Really?
“The idea we should dilute intellectual property is utterly barmy,” Whittingdale said
The idea we should permit 'intellectual property' in its current form is what is utterly barmy. What we have now is the beginnings of a global, indefinite tax on future culture. There will be no more Handel, or Bach; no more Shakespeare; no more Mark Twain; no more mix tapes; no more second-hand stores; there will be only the renewing of a "license" to the gatekeepers. Gatekeepers of art and media that should belong to society and be freely enjoyable by all.
That is not to say it should be without cost, after all selling books, putting on shows etc all need funds. But after the reasonable copyright is up (say, 10-20 years), they should be free as in freedom. Free to distribute, parody, re-work, share, build on.
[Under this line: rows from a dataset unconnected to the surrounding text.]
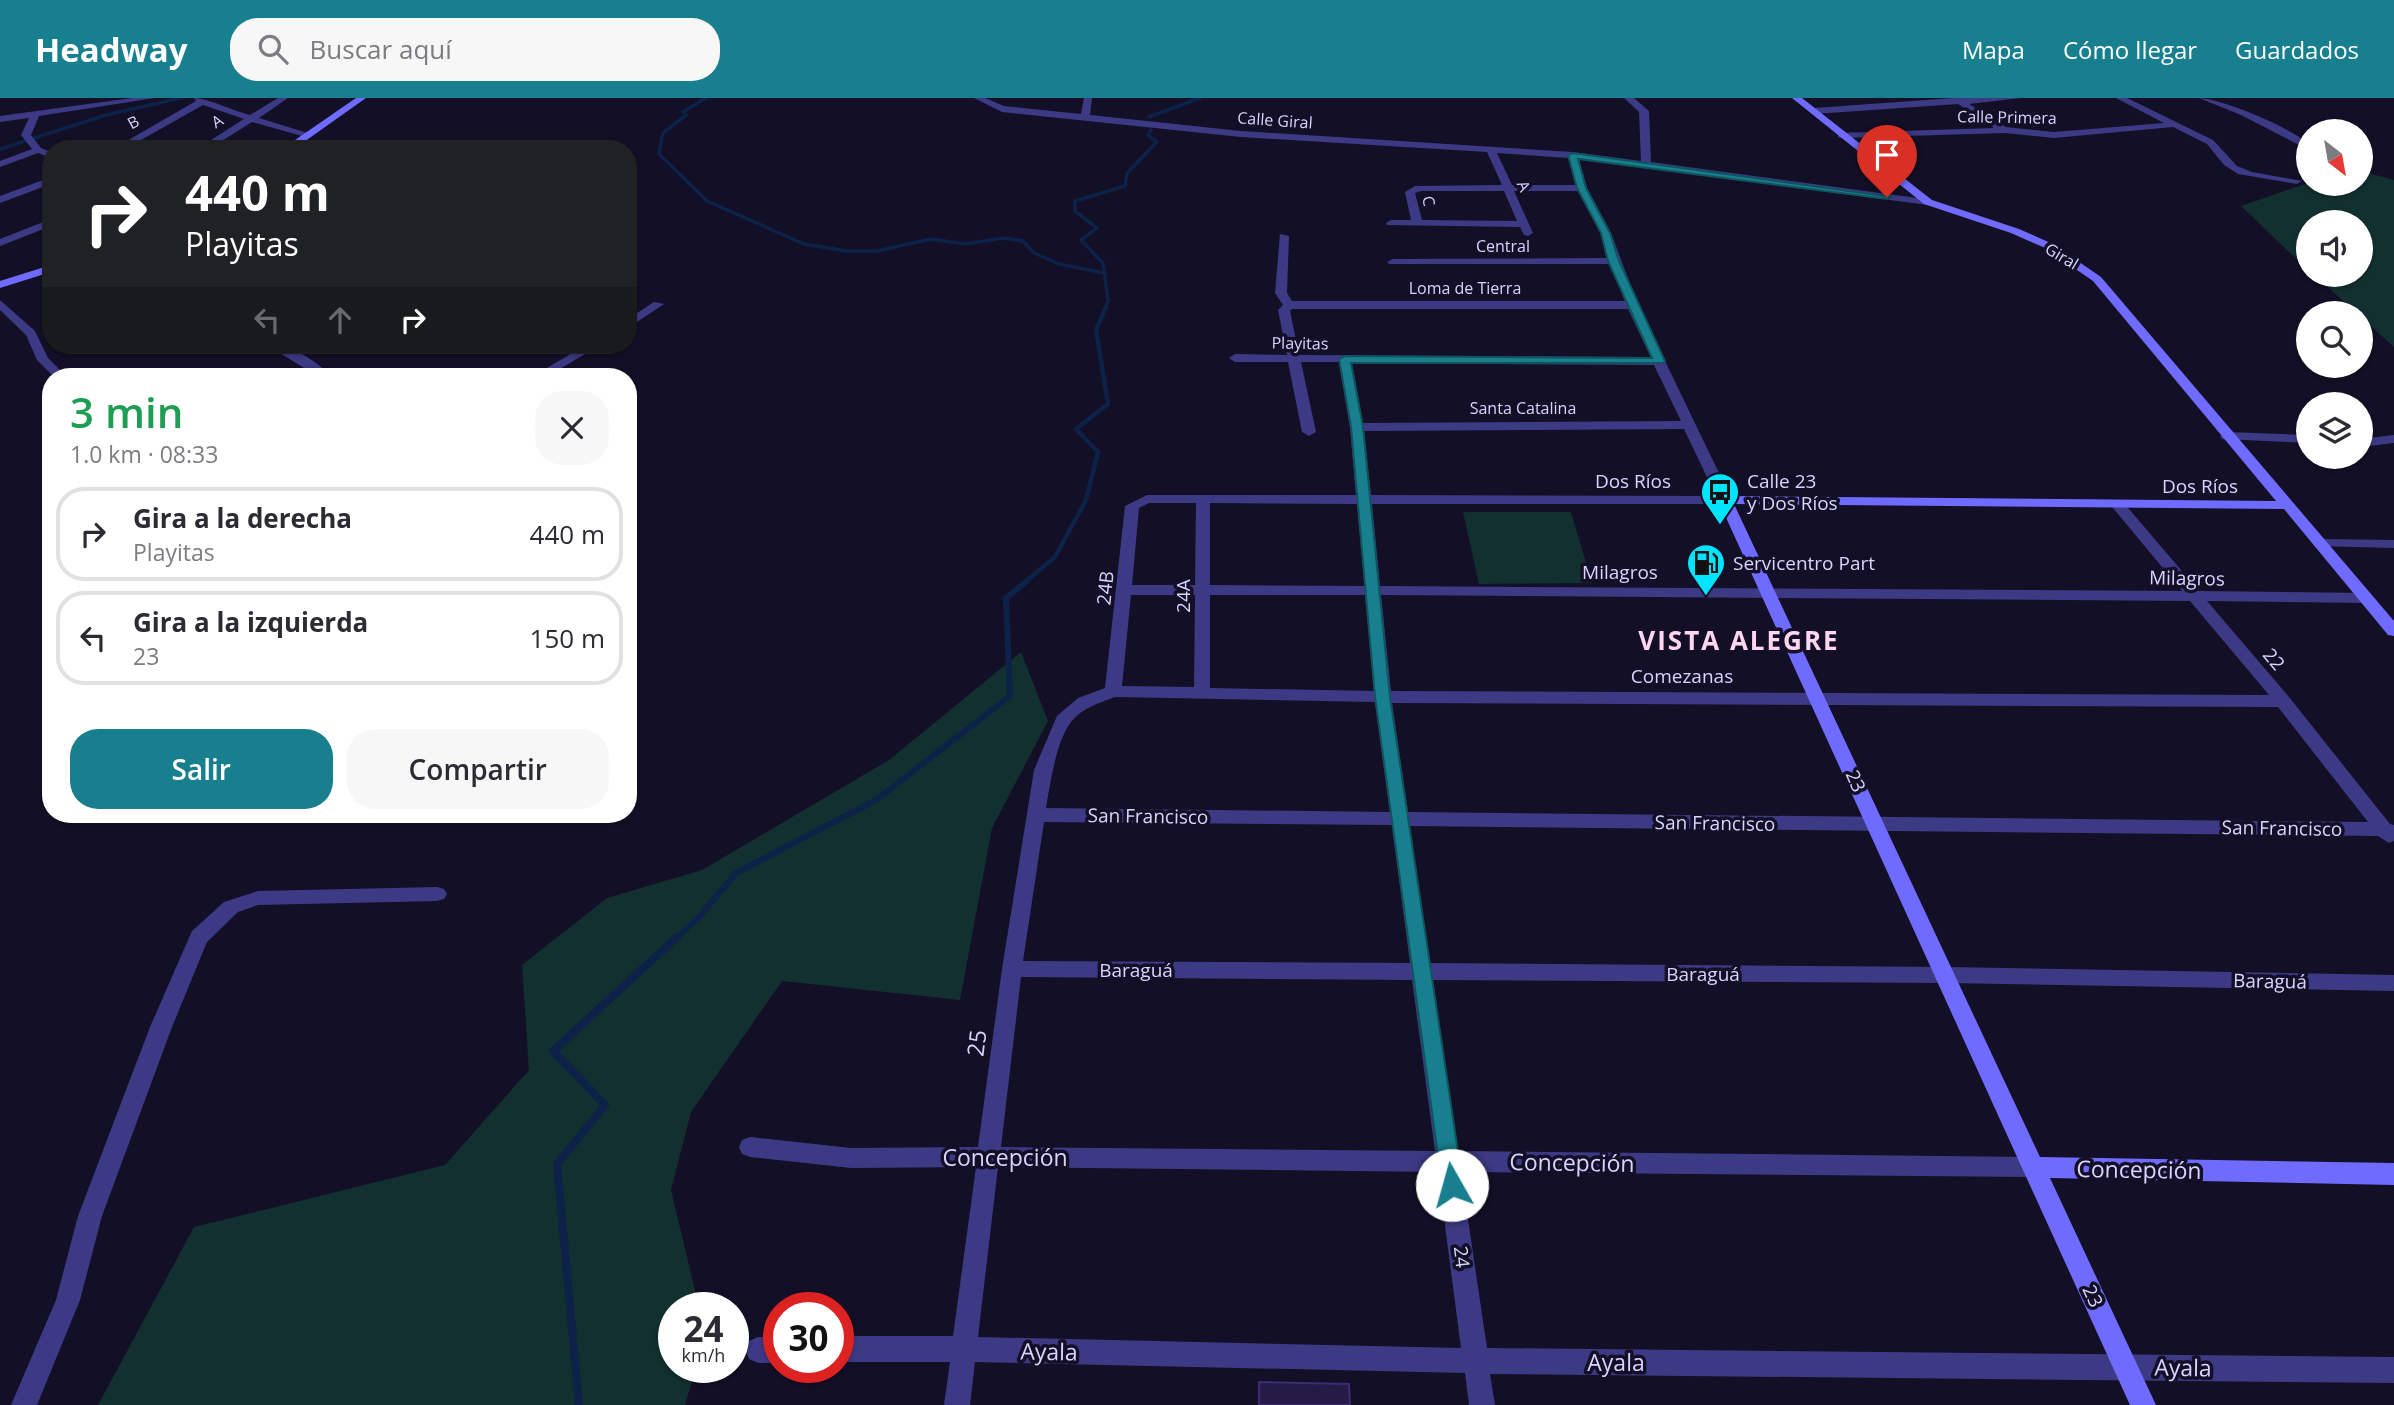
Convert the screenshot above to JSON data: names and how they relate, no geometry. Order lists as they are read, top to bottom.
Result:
{
  "streets": {
    "street": [
      "Calle Primera",
      "Calle Giral",
      "A",
      "B",
      "C",
      "Central",
      "Giral",
      "Loma de Tierra",
      "Playitas",
      "Santa Catalina",
      "Dos Ríos",
      "Milagros",
      "24B",
      "24A",
      "22",
      "Comezanas",
      "23",
      "San Francisco",
      "Baraguá",
      "25",
      "Concepción",
      "24",
      "Ayala"
    ]
  },
  "crossings": [
    ["Calle Giral", "A"],
    ["Calle Giral", "Giral"],
    ["Calle Giral", "23"],
    ["A", "C"],
    ["Central", "23"],
    ["Giral", "Dos Ríos"],
    ["Giral", "Milagros"],
    ["Giral", "23"],
    ["Loma de Tierra", "23"],
    ["Playitas", "23"],
    ["Playitas", "24"],
    ["Santa Catalina", "23"],
    ["Santa Catalina", "24"],
    ["Dos Ríos", "24B"],
    ["Dos Ríos", "24A"],
    ["Dos Ríos", "22"],
    ["Dos Ríos", "23"],
    ["Dos Ríos", "24"],
    ["Milagros", "24B"],
    ["Milagros", "24A"],
    ["Milagros", "22"],
    ["Milagros", "23"],
    ["Milagros", "24"],
    ["24B", "Comezanas"],
    ["24A", "Comezanas"],
    ["22", "Comezanas"],
    ["22", "San Francisco"],
    ["Comezanas", "23"],
    ["Comezanas", "25"],
    ["Comezanas", "24"],
    ["23", "San Francisco"],
    ["23", "Baraguá"],
    ["23", "Concepción"],
    ["23", "Ayala"],
    ["San Francisco", "25"],
    ["San Francisco", "24"],
    ["Baraguá", "25"],
    ["Baraguá", "24"],
    ["25", "Concepción"],
    ["25", "Ayala"],
    ["Concepción", "24"],
    ["24", "Ayala"]
  ],
  "districts": ["VISTA ALEGRE"],
  "places": {
    "bus stop": ["Calle 23 y Dos Ríos"],
    "fuel station": ["Servicentro Part"]
  },
  "north": "bottom right",
  "page": {
    "header": "Headway",
    "search": "Buscar aquí",
    "nav": ["Mapa", "Cómo llegar", "Guardados"],
    "turn": ["440 m", "Playitas"],
    "heading": ["3 min", "1.0 km · 08:33"],
    "list": [
      {
        "name": "Gira a la derecha",
        "note": "Playitas",
        "value": "440 m"
      },
      {
        "name": "Gira a la izquierda",
        "note": "23",
        "value": "150 m"
      }
    ],
    "buttons": ["Salir", "Compartir"],
    "speed": "24 km/h",
    "limit": "30"
  }
}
Just like the classics are now - and the classics seem to be doing rather well if you ask me, even if the originals are out of copyright.
This simply will not be possible with commercial gatekeepers holding on to their "property" for the shareholders. Future culture will simply be a wasteland of commercial dross where artists and the public suffer under the wheels of the corporate machine.
This is the future being laid out before us, and this is what must be resisted. This is why we need ideas like Copyleft and Creative Commons. This is why we need to encourage alternatives to the RIAA/MPAA/BPI cabals.
PIPA, SOPA, SIPA, Hadopi, DEA, etc are evil laws that do not serve the societal interest. So what if a few companies go to the wall due to the Internet. So what? Survival of the fittest. Evolve or die. Provide the service people want, or go bankrupt. End of discussion.
Instead our toadying "leaders" enact laws to enslave our future culture to some faceless bottom-line. The bottom-line of an industry that is renowned for false-accounting and screwing artists over much more than any copyright infringers may have.
Artists need money to live and eat like the rest of us. The RIAA/MPAA/BPI etc do not represent artists (never have), they represent companies whose sole purpose is to maximise short-term profit at any cost. Nothing else. And if that means screwing over the actual talent, then this is what will (and does) happen.
So if you support artists, art, culture, expression and freedom; your only choice is to oppose these laws and the people who represent them.